I have been testing some of the OCR apps (or apps that include such option) in the F-Droid repository, and honestly, none can give proper results.
Even when black words in white paper are the only thing it has to transcribe to text, there are always mistakes. Sure, if the text I photograph is in English the result is slightly better, but the idea is exactly to photograph a text on another language (German, French, etc) and be able to translate it into English. The Translator app by David Ventura (using Mozilla models for local translation) gets the job of the translation done (not great, but pretty good for a fully local and on the fly choice). But the OCR is still erroneous most of the time.
I have downloaded the models and addons marked as “best” and tried setting accuracy higher but… Seems not to work.

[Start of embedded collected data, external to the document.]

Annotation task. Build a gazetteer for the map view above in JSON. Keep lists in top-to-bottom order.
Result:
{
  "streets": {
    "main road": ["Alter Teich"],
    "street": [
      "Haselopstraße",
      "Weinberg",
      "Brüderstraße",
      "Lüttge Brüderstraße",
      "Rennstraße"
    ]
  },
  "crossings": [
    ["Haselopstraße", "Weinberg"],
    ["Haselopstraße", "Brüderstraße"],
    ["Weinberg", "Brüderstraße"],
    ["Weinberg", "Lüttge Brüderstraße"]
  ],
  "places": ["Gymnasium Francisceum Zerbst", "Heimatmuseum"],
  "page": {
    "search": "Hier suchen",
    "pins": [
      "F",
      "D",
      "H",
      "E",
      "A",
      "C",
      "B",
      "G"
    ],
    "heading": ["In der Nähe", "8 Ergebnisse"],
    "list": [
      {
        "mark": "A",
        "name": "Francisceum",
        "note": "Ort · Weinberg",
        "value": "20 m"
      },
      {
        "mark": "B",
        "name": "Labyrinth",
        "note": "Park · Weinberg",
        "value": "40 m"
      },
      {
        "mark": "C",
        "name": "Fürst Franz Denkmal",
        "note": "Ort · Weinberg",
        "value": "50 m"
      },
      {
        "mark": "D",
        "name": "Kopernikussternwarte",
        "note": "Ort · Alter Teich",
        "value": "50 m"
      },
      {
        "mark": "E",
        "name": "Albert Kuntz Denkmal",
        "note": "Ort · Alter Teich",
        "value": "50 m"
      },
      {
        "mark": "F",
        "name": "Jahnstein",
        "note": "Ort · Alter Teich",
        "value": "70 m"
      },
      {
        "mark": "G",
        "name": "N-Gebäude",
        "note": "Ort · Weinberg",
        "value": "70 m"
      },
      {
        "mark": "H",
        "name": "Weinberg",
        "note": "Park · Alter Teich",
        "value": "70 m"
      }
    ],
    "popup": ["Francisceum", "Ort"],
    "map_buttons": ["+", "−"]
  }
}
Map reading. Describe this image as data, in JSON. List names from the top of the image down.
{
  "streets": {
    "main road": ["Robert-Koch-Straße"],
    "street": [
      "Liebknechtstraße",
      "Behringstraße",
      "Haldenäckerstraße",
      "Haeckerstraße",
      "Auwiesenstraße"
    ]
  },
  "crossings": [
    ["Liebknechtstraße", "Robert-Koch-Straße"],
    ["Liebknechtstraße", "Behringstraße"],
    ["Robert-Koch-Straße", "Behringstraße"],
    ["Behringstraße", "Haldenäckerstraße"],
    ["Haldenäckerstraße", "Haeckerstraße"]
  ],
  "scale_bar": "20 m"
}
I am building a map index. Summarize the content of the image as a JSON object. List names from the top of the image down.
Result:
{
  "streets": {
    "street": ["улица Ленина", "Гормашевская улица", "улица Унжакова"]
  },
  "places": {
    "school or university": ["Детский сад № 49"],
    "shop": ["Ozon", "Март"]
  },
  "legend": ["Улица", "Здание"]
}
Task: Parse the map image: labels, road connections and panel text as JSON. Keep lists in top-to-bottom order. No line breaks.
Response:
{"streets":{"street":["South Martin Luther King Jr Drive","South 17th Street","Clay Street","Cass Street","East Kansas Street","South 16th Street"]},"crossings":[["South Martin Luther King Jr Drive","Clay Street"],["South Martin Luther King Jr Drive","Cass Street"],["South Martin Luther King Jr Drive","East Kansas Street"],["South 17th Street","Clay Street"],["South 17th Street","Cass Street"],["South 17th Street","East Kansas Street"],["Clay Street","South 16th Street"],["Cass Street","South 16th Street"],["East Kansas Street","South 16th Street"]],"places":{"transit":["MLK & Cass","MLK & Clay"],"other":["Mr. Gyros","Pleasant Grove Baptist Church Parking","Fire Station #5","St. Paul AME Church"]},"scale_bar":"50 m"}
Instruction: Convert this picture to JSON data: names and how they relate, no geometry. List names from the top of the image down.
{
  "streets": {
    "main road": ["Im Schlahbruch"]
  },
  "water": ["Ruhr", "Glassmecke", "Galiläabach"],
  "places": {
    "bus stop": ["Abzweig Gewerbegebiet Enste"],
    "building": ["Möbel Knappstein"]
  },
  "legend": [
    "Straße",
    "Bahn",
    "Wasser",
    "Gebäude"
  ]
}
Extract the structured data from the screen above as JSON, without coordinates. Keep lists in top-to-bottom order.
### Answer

I am open to using an AI model if it can be run locally (on my GNU/linux laptop I have a semi-working solution, but wanted something for the smartphone as well). Any other apps that could be helpful? Thanks!
Please try one of the paddle-flavored release APKs from GitHub and enable Paddle OCR in the OCR settings screen.
This is still experimental, so feedback about OCR quality, crashes, slow devices, wrong recognition results or confusing UI behavior would be very helpful.
I’m still unsure how I should publish this on F-Droid and Google Play, since the app becomes significantly larger with PaddleOCR included.
The apk in Github are F-Droid compliant, yes? No proprietary blobs? I know some apps are made in two “versions” one for F-Droid and other for Play Store, which is why I ask.
Yes - the regular Google Play and F-Droid versions are currently identical.
The PaddleOCR variant is experimental for now and only published on GitHub mainly because of the significantly larger APK size (models are included for fully offline use. MakeACopy will always remain offline-first).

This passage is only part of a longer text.